● Task description
Word for word, the data below must be repeated in full; no picture is to be included.

● Supplied material
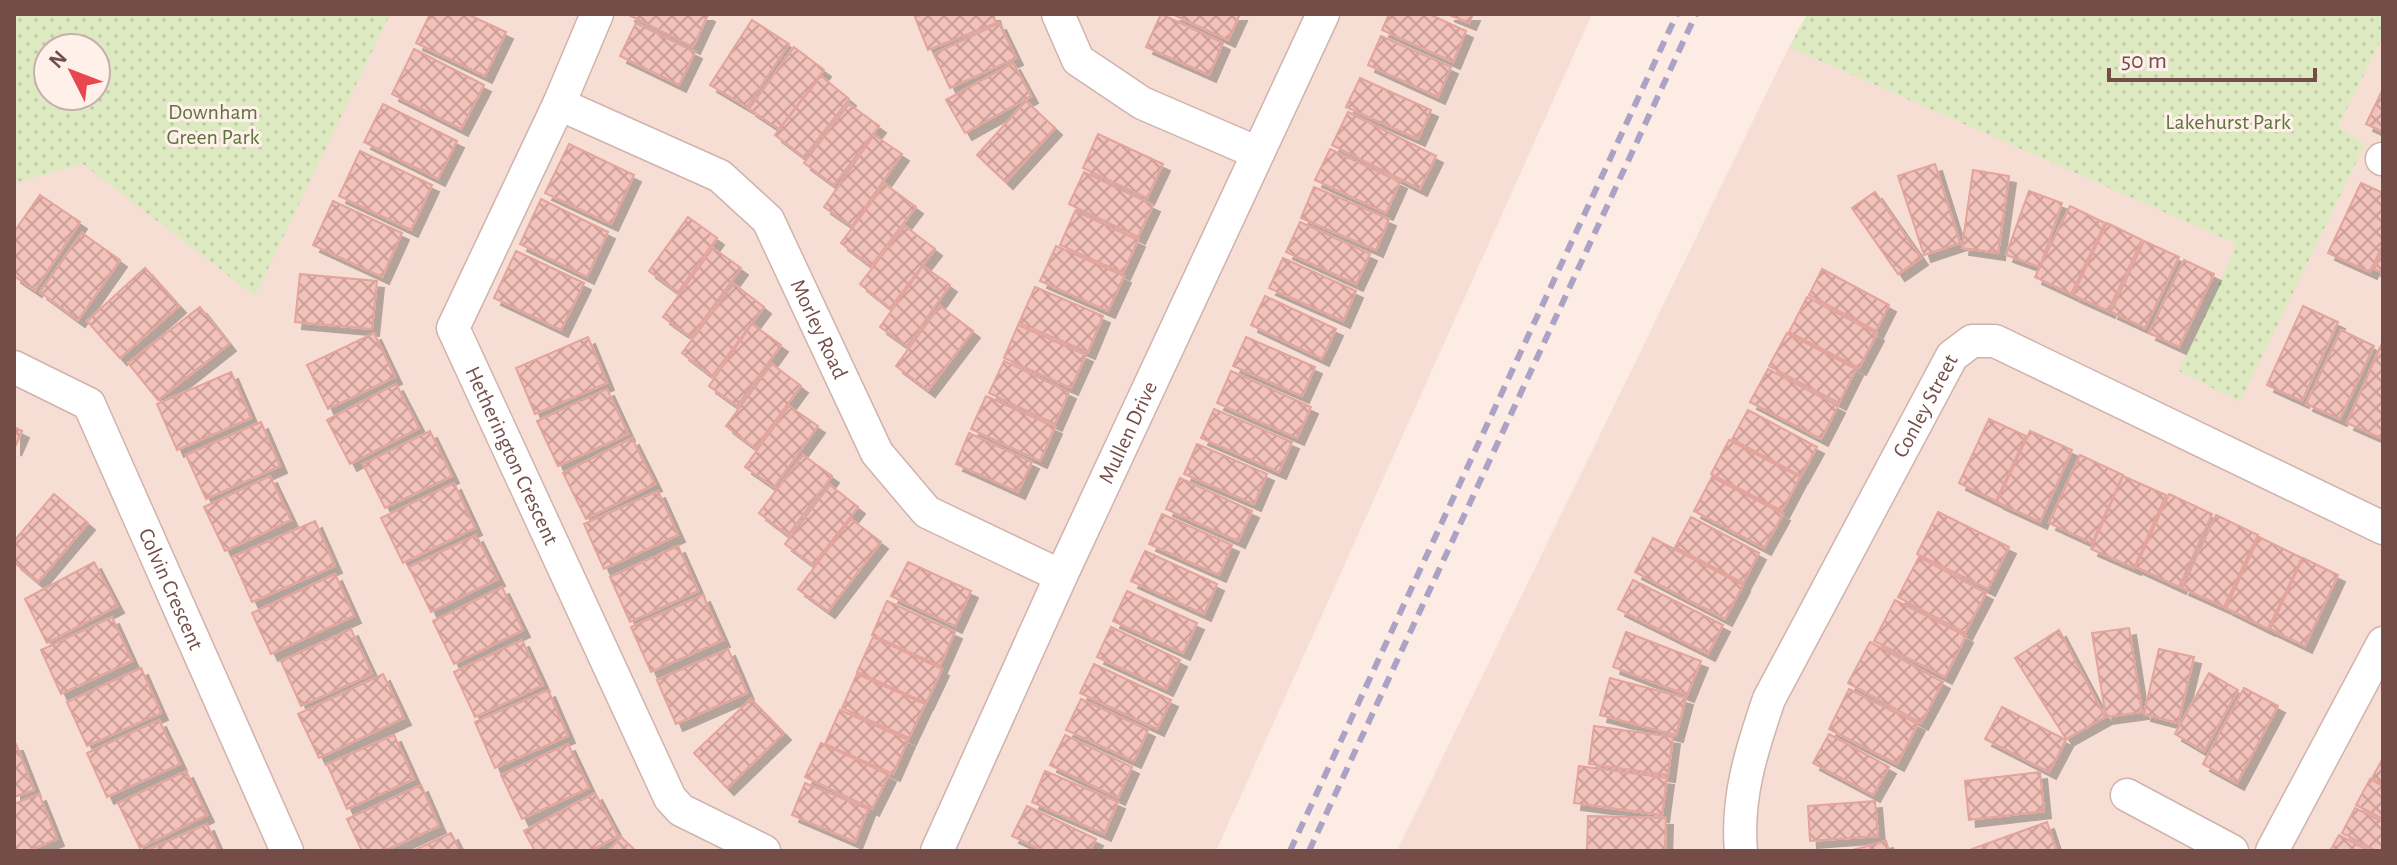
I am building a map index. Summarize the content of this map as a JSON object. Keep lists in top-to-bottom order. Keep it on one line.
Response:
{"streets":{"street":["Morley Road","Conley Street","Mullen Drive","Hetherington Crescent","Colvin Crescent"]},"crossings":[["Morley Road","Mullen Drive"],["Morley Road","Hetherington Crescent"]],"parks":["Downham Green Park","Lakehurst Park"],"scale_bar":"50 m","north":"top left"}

● Exercise answer
I am building a map index. Summarize the content of this map as a JSON object. Keep lists in top-to-bottom order. Keep it on one line.
Response:
{"streets":{"street":["Morley Road","Conley Street","Mullen Drive","Hetherington Crescent","Colvin Crescent"]},"crossings":[["Morley Road","Mullen Drive"],["Morley Road","Hetherington Crescent"]],"parks":["Downham Green Park","Lakehurst Park"],"scale_bar":"50 m","north":"top left"}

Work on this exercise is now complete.